O governo estadual também comunicou a suspensão do transporte público na Região Metropolitana de Guadalajara e o cancelamento da Vía Recreativa, tradicional evento dominical da capital. Em nova manifestação, o governador reiterou que o estado permanece em alerta máximo e recomendou que a população evite sair de casa enquanto confrontos são registrados em diferentes localidades.
Conhecido como “El Mencho”, Nemesio Rubén Oseguera Cervantes tinha recompensa de US$ 15 milhões oferecida pela Administração de Repressão às Drogas dos Estados Unidos (DEA) por informações que levassem à sua captura ou condenação. Sua trajetória no crime organizado foi marcada por rápida ascensão até se tornar um dos líderes mais poderosos do narcotráfico.
Os presidentes do México, Claudia Sheinbaum, e dos Estados Unidos, Donald Trump, firmaram acordos de cooperação para controlar o tráfico entre os dois países.
Força liderada pelos EUA ajudou na caça a “El Mencho”, dizem autoridades
Uma nova força-tarefa liderada por militares dos Estados Unidos, especializada em coleta de inteligência sobre cartéis de drogas, teve participação no apoio ao grande operativo do Exército mexicano que resultou na morte de “El Mencho”, segundo autoridades americanas.
Batizado de Joint Interagency Task Force-Counter Cartel, o grupo reúne várias agências do governo dos EUA e foi criado discretamente no fim de 2025 com a missão de mapear redes de organizações criminosas dos dois lados da fronteira entre os países.
De acordo com a agência Reuters, um funcionário do Departamento de Defesa ouvido sob condição de anonimato, a força-tarefa forneceu informações de inteligência que auxiliaram as autoridades mexicanas, embora a operação militar em si tenha sido conduzida só pelo México.
O Ministério da Defesa mexicano informou que o confronto armado ocorreu no estado de Jalisco, deixando Oseguera gravemente ferido; ele morreu durante o traslado aéreo para a Cidade do México.
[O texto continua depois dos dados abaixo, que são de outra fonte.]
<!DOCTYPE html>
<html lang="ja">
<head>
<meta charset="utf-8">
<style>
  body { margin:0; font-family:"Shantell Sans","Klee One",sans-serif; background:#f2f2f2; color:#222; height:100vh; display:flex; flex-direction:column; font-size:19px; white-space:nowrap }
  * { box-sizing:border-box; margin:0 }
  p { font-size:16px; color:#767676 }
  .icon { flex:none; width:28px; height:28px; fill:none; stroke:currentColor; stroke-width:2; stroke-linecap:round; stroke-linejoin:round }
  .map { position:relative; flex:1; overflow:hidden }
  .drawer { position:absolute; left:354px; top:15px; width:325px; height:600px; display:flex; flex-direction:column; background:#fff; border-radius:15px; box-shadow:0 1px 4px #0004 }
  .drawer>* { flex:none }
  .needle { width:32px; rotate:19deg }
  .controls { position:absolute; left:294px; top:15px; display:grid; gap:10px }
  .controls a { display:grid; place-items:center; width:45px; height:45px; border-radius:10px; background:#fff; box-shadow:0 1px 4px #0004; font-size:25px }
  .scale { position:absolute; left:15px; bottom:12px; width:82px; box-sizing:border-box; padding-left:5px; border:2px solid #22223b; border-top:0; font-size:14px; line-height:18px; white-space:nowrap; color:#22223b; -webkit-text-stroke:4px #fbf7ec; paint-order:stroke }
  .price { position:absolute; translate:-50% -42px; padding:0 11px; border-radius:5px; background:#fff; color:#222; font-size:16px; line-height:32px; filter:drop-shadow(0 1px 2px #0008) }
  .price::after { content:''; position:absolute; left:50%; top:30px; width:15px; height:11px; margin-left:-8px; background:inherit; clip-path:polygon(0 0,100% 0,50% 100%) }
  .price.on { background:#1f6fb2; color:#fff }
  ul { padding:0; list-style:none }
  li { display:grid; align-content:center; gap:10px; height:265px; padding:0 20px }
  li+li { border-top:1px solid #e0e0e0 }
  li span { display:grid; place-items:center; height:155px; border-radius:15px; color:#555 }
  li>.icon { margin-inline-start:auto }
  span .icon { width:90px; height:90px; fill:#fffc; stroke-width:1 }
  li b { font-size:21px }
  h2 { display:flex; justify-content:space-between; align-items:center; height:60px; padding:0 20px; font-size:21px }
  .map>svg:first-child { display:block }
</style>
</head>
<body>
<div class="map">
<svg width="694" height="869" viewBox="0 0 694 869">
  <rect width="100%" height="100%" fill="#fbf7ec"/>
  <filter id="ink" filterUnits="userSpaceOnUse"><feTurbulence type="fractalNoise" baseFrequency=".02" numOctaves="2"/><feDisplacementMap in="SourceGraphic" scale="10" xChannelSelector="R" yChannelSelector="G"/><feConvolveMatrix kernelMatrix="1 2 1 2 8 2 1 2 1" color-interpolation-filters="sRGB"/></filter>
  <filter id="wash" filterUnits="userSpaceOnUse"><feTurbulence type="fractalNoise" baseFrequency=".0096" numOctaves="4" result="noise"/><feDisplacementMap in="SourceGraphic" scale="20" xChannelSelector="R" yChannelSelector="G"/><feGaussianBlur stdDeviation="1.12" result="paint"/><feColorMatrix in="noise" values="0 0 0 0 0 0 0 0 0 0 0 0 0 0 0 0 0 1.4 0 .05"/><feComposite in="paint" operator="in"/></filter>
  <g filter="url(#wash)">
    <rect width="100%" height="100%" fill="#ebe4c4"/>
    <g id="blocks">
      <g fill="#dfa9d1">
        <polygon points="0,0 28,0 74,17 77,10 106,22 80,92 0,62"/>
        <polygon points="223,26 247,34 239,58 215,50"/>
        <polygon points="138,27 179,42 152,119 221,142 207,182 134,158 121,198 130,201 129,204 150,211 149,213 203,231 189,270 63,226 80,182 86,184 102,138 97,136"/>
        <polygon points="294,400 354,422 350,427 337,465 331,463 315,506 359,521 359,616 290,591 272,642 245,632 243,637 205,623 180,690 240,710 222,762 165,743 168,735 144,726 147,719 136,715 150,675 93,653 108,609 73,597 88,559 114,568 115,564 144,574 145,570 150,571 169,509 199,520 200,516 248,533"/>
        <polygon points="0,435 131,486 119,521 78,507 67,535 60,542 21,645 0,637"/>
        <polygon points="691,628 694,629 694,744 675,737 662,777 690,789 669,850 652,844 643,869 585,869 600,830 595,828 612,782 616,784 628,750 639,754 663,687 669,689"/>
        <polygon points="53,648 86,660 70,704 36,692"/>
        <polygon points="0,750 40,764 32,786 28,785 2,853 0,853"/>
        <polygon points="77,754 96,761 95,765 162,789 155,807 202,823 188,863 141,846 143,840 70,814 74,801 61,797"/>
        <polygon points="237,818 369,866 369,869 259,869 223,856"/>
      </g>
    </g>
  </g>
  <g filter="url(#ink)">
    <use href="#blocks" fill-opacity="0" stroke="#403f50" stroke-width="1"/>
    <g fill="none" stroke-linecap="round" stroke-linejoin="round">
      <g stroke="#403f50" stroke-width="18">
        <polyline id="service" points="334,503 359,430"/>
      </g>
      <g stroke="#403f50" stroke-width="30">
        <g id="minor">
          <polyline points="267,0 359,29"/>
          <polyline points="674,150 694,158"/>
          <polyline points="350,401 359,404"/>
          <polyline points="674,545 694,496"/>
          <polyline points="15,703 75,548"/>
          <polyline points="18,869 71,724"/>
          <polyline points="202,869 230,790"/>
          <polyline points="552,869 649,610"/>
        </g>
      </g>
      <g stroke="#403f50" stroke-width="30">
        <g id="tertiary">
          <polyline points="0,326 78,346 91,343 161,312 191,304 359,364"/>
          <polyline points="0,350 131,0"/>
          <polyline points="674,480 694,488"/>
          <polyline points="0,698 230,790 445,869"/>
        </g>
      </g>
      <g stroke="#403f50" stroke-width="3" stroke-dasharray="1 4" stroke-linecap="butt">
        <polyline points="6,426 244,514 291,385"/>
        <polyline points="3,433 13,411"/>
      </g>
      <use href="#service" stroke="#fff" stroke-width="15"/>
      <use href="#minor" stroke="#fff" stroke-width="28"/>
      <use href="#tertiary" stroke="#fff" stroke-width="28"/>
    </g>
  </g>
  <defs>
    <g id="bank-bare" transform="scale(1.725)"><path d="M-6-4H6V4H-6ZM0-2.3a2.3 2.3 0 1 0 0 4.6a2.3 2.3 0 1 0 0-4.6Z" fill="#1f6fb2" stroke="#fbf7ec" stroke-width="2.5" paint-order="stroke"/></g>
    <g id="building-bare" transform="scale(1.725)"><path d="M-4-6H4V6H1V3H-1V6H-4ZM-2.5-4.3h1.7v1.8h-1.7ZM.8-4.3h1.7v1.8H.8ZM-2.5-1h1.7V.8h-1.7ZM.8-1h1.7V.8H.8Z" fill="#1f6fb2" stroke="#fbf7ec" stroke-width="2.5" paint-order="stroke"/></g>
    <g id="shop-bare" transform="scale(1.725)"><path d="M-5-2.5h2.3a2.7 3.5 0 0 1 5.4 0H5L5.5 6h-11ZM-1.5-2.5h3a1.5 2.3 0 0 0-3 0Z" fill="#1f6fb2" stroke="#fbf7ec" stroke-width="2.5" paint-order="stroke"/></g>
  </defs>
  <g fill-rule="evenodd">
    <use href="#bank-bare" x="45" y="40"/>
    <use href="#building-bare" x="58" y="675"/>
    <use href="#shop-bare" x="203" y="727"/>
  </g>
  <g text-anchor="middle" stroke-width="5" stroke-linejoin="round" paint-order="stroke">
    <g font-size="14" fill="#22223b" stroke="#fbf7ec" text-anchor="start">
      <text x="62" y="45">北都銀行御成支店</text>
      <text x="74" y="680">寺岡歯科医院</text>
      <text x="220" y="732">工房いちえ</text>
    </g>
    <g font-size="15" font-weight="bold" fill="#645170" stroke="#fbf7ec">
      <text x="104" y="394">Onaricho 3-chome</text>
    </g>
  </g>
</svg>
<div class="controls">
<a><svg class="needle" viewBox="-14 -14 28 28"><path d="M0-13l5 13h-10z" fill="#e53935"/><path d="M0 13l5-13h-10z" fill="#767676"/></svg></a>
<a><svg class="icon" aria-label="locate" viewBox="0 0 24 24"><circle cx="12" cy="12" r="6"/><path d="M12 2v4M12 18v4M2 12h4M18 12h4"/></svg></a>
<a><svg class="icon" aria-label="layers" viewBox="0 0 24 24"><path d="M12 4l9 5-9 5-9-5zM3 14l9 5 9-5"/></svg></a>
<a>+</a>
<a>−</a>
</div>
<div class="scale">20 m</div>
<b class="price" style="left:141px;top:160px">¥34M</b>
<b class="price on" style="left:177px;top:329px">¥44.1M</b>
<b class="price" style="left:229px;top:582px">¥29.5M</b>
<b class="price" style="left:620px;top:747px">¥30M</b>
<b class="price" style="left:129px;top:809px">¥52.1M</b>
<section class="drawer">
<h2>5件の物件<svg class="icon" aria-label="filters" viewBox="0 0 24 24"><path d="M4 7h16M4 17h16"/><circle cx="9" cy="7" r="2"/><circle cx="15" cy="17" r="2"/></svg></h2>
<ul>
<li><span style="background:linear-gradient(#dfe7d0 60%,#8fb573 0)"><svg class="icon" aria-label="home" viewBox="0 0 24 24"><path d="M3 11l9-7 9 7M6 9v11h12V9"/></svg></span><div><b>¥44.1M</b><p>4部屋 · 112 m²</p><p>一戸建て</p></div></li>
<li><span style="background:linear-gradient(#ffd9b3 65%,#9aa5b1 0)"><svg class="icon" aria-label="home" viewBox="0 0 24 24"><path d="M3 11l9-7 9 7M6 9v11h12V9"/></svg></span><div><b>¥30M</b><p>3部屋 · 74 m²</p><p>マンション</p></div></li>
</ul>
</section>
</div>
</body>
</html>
Autoridades mexicanas destacaram que receberam “informações complementares” dos EUA.
Criminoso procurado pelos EUA criou um dos mais violentos cartéis de drogas
Nascido em 17 de julho de 1966, na comunidade de Naranjo de Chila, em Aguililla, no estado de Michoacán, ele migrou ainda jovem para os Estados Unidos, onde teve passagens pela prisão por tráfico de drogas. De volta ao México, associou-se ao Cartel do Milênio e, após disputas internas, fundou o CJNG ao lado de Erick Valencia Salazar, o “El 85”.
Criado em 2009, o Cartel Nova Geração de Jalisco se tornou uma das organizações criminosas mais violentas do México, com forte atuação no tráfico de cocaína, heroína e metanfetamina e, mais recentemente, de fentanil para o mercado americano. Sob o comando de Oseguera Cervantes, o grupo foi responsabilizado por assassinatos de rivais e ataques contra forças de segurança, além de ações contra autoridades mexicanas.
Desde 2017, “El Mencho” foi alvo de diversas acusações nos Estados Unidos. A mais recente, apresentada em abril de 2022, o acusa de conspiração para distribuição de metanfetamina, cocaína e fentanil para importação ilegal, além de uso de armas de fogo em crimes ligados ao narcotráfico e de comandar uma organização criminosa contínua.